[[ Provided material, beginning ]]

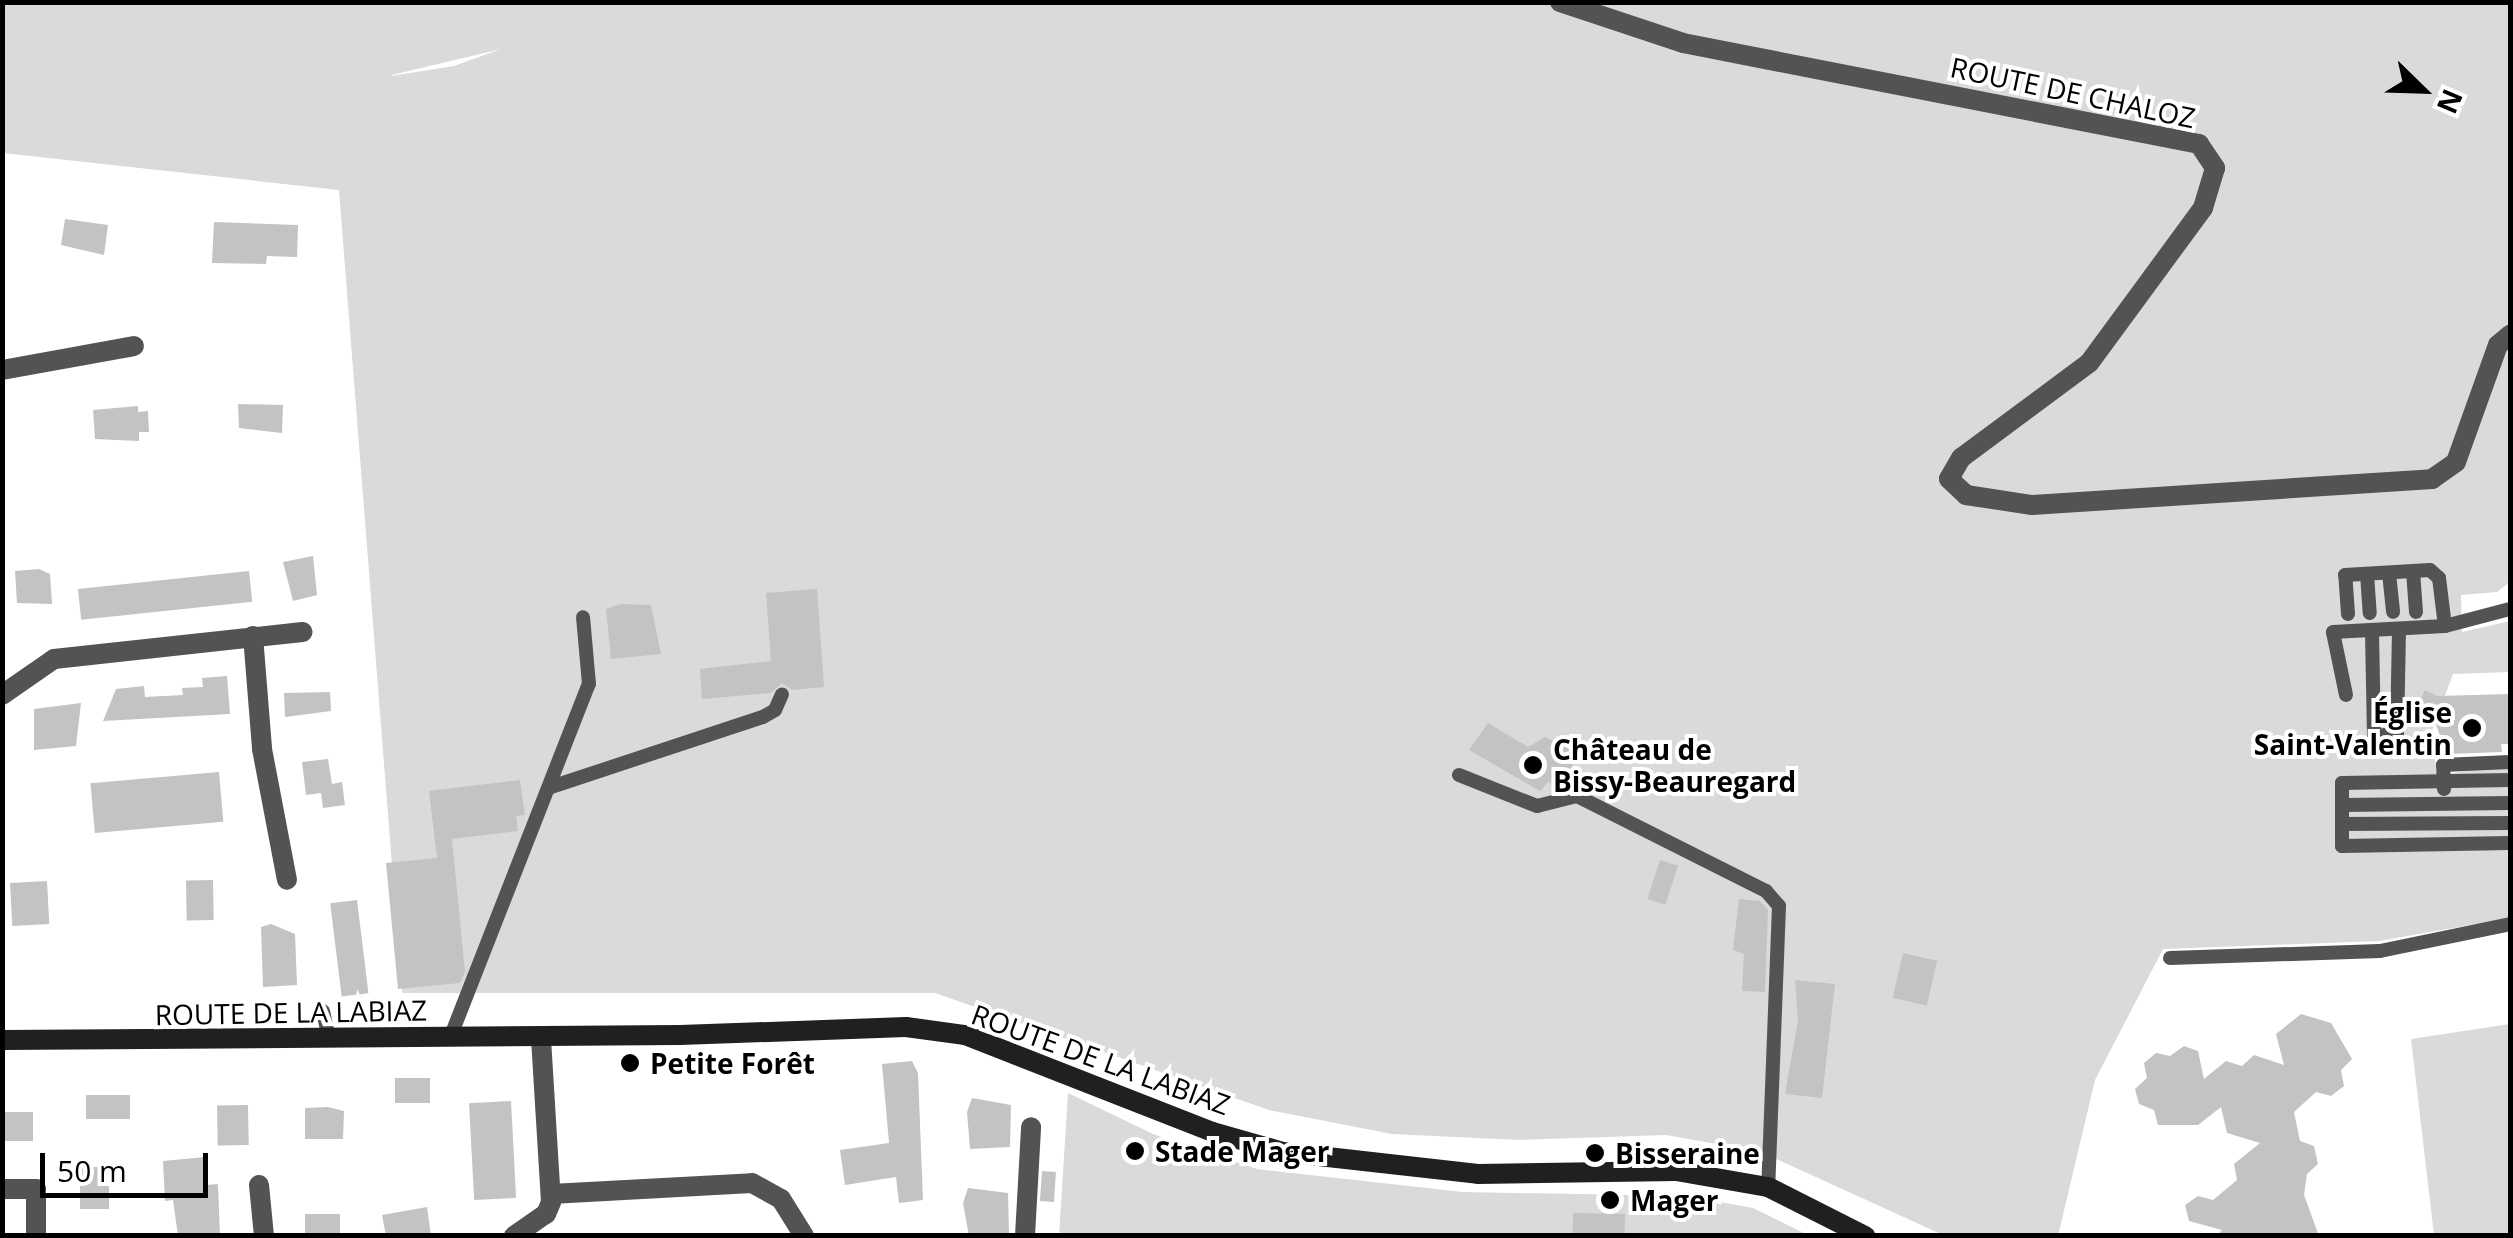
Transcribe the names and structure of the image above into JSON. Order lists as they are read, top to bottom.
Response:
{
  "streets": {
    "main road": ["ROUTE DE LA LABIAZ"],
    "street": ["ROUTE DE CHALOZ"]
  },
  "places": [
    "Église Saint-Valentin",
    "Château de Bissy-Beauregard",
    "Petite Forêt",
    "Stade Mager",
    "Bisseraine",
    "Mager"
  ],
  "scale_bar": "50 m",
  "north": "bottom right"
}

[[ Provided material, end ]]

Without the pictures, restate all of the entries above verbatim.

Transcribe the names and structure of the image above into JSON. Order lists as they are read, top to bottom.
Response:
{
  "streets": {
    "main road": ["ROUTE DE LA LABIAZ"],
    "street": ["ROUTE DE CHALOZ"]
  },
  "places": [
    "Église Saint-Valentin",
    "Château de Bissy-Beauregard",
    "Petite Forêt",
    "Stade Mager",
    "Bisseraine",
    "Mager"
  ],
  "scale_bar": "50 m",
  "north": "bottom right"
}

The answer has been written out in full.